» **WORK TO COMPLETE**: Produce an exact transcript of all the records.

» **SUPPLIED ENTRIES**:
::::
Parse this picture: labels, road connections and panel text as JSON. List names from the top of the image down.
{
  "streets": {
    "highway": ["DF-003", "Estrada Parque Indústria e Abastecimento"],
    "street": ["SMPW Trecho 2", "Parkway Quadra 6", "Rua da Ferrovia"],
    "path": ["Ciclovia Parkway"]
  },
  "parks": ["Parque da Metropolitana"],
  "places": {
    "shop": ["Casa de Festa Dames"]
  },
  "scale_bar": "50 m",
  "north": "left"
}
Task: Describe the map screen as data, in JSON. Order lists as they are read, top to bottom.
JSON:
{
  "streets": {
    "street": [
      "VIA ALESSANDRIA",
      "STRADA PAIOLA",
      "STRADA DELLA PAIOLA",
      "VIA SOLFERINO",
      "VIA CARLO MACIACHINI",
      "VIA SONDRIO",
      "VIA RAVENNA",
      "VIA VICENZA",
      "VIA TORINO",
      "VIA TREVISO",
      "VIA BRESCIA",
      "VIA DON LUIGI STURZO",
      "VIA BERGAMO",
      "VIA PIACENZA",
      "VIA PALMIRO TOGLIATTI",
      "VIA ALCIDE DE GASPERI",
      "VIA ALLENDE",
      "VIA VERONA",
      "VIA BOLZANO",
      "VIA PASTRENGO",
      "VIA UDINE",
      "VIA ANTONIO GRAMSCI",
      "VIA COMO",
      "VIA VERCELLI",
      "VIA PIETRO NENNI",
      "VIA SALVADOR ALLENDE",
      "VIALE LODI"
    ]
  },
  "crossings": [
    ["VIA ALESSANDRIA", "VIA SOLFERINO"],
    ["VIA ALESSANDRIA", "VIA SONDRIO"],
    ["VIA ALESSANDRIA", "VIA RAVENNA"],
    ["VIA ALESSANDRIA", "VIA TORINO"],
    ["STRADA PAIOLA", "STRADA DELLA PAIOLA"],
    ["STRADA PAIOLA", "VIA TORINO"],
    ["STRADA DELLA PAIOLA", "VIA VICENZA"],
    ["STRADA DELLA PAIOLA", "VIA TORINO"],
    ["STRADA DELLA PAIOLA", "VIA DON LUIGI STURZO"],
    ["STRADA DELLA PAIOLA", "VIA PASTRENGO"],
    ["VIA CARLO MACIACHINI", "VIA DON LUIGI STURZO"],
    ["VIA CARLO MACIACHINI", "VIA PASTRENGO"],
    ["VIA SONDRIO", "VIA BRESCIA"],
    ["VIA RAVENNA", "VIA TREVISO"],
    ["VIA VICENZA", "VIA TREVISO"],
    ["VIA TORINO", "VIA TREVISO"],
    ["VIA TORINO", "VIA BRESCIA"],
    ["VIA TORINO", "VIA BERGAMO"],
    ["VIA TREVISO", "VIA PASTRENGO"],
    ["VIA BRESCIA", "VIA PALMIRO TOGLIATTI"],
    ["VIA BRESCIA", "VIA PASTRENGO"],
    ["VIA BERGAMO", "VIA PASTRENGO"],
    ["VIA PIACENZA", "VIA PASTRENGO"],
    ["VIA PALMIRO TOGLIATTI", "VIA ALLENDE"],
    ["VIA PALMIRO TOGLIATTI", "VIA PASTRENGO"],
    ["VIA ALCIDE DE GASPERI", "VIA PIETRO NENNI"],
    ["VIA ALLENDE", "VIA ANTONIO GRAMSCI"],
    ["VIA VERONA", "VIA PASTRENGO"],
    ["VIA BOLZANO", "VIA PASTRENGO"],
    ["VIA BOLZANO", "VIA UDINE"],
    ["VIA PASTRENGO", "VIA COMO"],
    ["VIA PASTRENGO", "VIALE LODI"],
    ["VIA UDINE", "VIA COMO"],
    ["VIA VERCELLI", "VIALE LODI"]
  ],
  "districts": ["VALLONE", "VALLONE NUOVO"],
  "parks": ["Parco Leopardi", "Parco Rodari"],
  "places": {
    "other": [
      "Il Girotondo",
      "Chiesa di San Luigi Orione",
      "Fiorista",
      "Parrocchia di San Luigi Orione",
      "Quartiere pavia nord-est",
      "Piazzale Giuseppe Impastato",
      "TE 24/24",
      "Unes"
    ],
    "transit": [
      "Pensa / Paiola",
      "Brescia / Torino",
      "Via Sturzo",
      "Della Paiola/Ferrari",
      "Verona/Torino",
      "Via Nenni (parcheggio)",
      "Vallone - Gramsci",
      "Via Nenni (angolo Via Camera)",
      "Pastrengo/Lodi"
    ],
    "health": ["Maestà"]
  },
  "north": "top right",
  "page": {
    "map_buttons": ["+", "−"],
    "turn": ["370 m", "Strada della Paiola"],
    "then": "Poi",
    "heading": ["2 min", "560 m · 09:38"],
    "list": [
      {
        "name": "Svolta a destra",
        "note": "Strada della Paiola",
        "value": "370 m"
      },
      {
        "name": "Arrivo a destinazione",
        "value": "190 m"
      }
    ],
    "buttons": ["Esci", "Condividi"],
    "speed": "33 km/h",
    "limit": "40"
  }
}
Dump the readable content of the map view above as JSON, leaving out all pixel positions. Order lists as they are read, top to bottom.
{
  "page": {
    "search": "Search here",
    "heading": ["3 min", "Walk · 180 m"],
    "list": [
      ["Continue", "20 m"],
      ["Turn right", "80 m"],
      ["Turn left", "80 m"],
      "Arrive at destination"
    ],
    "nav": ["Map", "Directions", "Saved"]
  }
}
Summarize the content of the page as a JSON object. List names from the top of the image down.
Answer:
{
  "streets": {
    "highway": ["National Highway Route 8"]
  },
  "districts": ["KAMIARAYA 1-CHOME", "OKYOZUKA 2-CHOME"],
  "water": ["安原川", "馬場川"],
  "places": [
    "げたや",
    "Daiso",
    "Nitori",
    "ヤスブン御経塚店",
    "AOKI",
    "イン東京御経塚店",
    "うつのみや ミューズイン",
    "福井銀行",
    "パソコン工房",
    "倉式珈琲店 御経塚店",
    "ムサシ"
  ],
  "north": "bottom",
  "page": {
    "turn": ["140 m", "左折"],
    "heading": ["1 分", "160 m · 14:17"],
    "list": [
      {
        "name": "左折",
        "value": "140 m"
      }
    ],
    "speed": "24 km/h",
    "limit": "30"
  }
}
::::
» **ANSWER BOX**:
Parse this picture: labels, road connections and panel text as JSON. List names from the top of the image down.
{
  "streets": {
    "highway": ["DF-003", "Estrada Parque Indústria e Abastecimento"],
    "street": ["SMPW Trecho 2", "Parkway Quadra 6", "Rua da Ferrovia"],
    "path": ["Ciclovia Parkway"]
  },
  "parks": ["Parque da Metropolitana"],
  "places": {
    "shop": ["Casa de Festa Dames"]
  },
  "scale_bar": "50 m",
  "north": "left"
}
Task: Describe the map screen as data, in JSON. Order lists as they are read, top to bottom.
JSON:
{
  "streets": {
    "street": [
      "VIA ALESSANDRIA",
      "STRADA PAIOLA",
      "STRADA DELLA PAIOLA",
      "VIA SOLFERINO",
      "VIA CARLO MACIACHINI",
      "VIA SONDRIO",
      "VIA RAVENNA",
      "VIA VICENZA",
      "VIA TORINO",
      "VIA TREVISO",
      "VIA BRESCIA",
      "VIA DON LUIGI STURZO",
      "VIA BERGAMO",
      "VIA PIACENZA",
      "VIA PALMIRO TOGLIATTI",
      "VIA ALCIDE DE GASPERI",
      "VIA ALLENDE",
      "VIA VERONA",
      "VIA BOLZANO",
      "VIA PASTRENGO",
      "VIA UDINE",
      "VIA ANTONIO GRAMSCI",
      "VIA COMO",
      "VIA VERCELLI",
      "VIA PIETRO NENNI",
      "VIA SALVADOR ALLENDE",
      "VIALE LODI"
    ]
  },
  "crossings": [
    ["VIA ALESSANDRIA", "VIA SOLFERINO"],
    ["VIA ALESSANDRIA", "VIA SONDRIO"],
    ["VIA ALESSANDRIA", "VIA RAVENNA"],
    ["VIA ALESSANDRIA", "VIA TORINO"],
    ["STRADA PAIOLA", "STRADA DELLA PAIOLA"],
    ["STRADA PAIOLA", "VIA TORINO"],
    ["STRADA DELLA PAIOLA", "VIA VICENZA"],
    ["STRADA DELLA PAIOLA", "VIA TORINO"],
    ["STRADA DELLA PAIOLA", "VIA DON LUIGI STURZO"],
    ["STRADA DELLA PAIOLA", "VIA PASTRENGO"],
    ["VIA CARLO MACIACHINI", "VIA DON LUIGI STURZO"],
    ["VIA CARLO MACIACHINI", "VIA PASTRENGO"],
    ["VIA SONDRIO", "VIA BRESCIA"],
    ["VIA RAVENNA", "VIA TREVISO"],
    ["VIA VICENZA", "VIA TREVISO"],
    ["VIA TORINO", "VIA TREVISO"],
    ["VIA TORINO", "VIA BRESCIA"],
    ["VIA TORINO", "VIA BERGAMO"],
    ["VIA TREVISO", "VIA PASTRENGO"],
    ["VIA BRESCIA", "VIA PALMIRO TOGLIATTI"],
    ["VIA BRESCIA", "VIA PASTRENGO"],
    ["VIA BERGAMO", "VIA PASTRENGO"],
    ["VIA PIACENZA", "VIA PASTRENGO"],
    ["VIA PALMIRO TOGLIATTI", "VIA ALLENDE"],
    ["VIA PALMIRO TOGLIATTI", "VIA PASTRENGO"],
    ["VIA ALCIDE DE GASPERI", "VIA PIETRO NENNI"],
    ["VIA ALLENDE", "VIA ANTONIO GRAMSCI"],
    ["VIA VERONA", "VIA PASTRENGO"],
    ["VIA BOLZANO", "VIA PASTRENGO"],
    ["VIA BOLZANO", "VIA UDINE"],
    ["VIA PASTRENGO", "VIA COMO"],
    ["VIA PASTRENGO", "VIALE LODI"],
    ["VIA UDINE", "VIA COMO"],
    ["VIA VERCELLI", "VIALE LODI"]
  ],
  "districts": ["VALLONE", "VALLONE NUOVO"],
  "parks": ["Parco Leopardi", "Parco Rodari"],
  "places": {
    "other": [
      "Il Girotondo",
      "Chiesa di San Luigi Orione",
      "Fiorista",
      "Parrocchia di San Luigi Orione",
      "Quartiere pavia nord-est",
      "Piazzale Giuseppe Impastato",
      "TE 24/24",
      "Unes"
    ],
    "transit": [
      "Pensa / Paiola",
      "Brescia / Torino",
      "Via Sturzo",
      "Della Paiola/Ferrari",
      "Verona/Torino",
      "Via Nenni (parcheggio)",
      "Vallone - Gramsci",
      "Via Nenni (angolo Via Camera)",
      "Pastrengo/Lodi"
    ],
    "health": ["Maestà"]
  },
  "north": "top right",
  "page": {
    "map_buttons": ["+", "−"],
    "turn": ["370 m", "Strada della Paiola"],
    "then": "Poi",
    "heading": ["2 min", "560 m · 09:38"],
    "list": [
      {
        "name": "Svolta a destra",
        "note": "Strada della Paiola",
        "value": "370 m"
      },
      {
        "name": "Arrivo a destinazione",
        "value": "190 m"
      }
    ],
    "buttons": ["Esci", "Condividi"],
    "speed": "33 km/h",
    "limit": "40"
  }
}
Dump the readable content of the map view above as JSON, leaving out all pixel positions. Order lists as they are read, top to bottom.
{
  "page": {
    "search": "Search here",
    "heading": ["3 min", "Walk · 180 m"],
    "list": [
      ["Continue", "20 m"],
      ["Turn right", "80 m"],
      ["Turn left", "80 m"],
      "Arrive at destination"
    ],
    "nav": ["Map", "Directions", "Saved"]
  }
}
Summarize the content of the page as a JSON object. List names from the top of the image down.
Answer:
{
  "streets": {
    "highway": ["National Highway Route 8"]
  },
  "districts": ["KAMIARAYA 1-CHOME", "OKYOZUKA 2-CHOME"],
  "water": ["安原川", "馬場川"],
  "places": [
    "げたや",
    "Daiso",
    "Nitori",
    "ヤスブン御経塚店",
    "AOKI",
    "イン東京御経塚店",
    "うつのみや ミューズイン",
    "福井銀行",
    "パソコン工房",
    "倉式珈琲店 御経塚店",
    "ムサシ"
  ],
  "north": "bottom",
  "page": {
    "turn": ["140 m", "左折"],
    "heading": ["1 分", "160 m · 14:17"],
    "list": [
      {
        "name": "左折",
        "value": "140 m"
      }
    ],
    "speed": "24 km/h",
    "limit": "30"
  }
}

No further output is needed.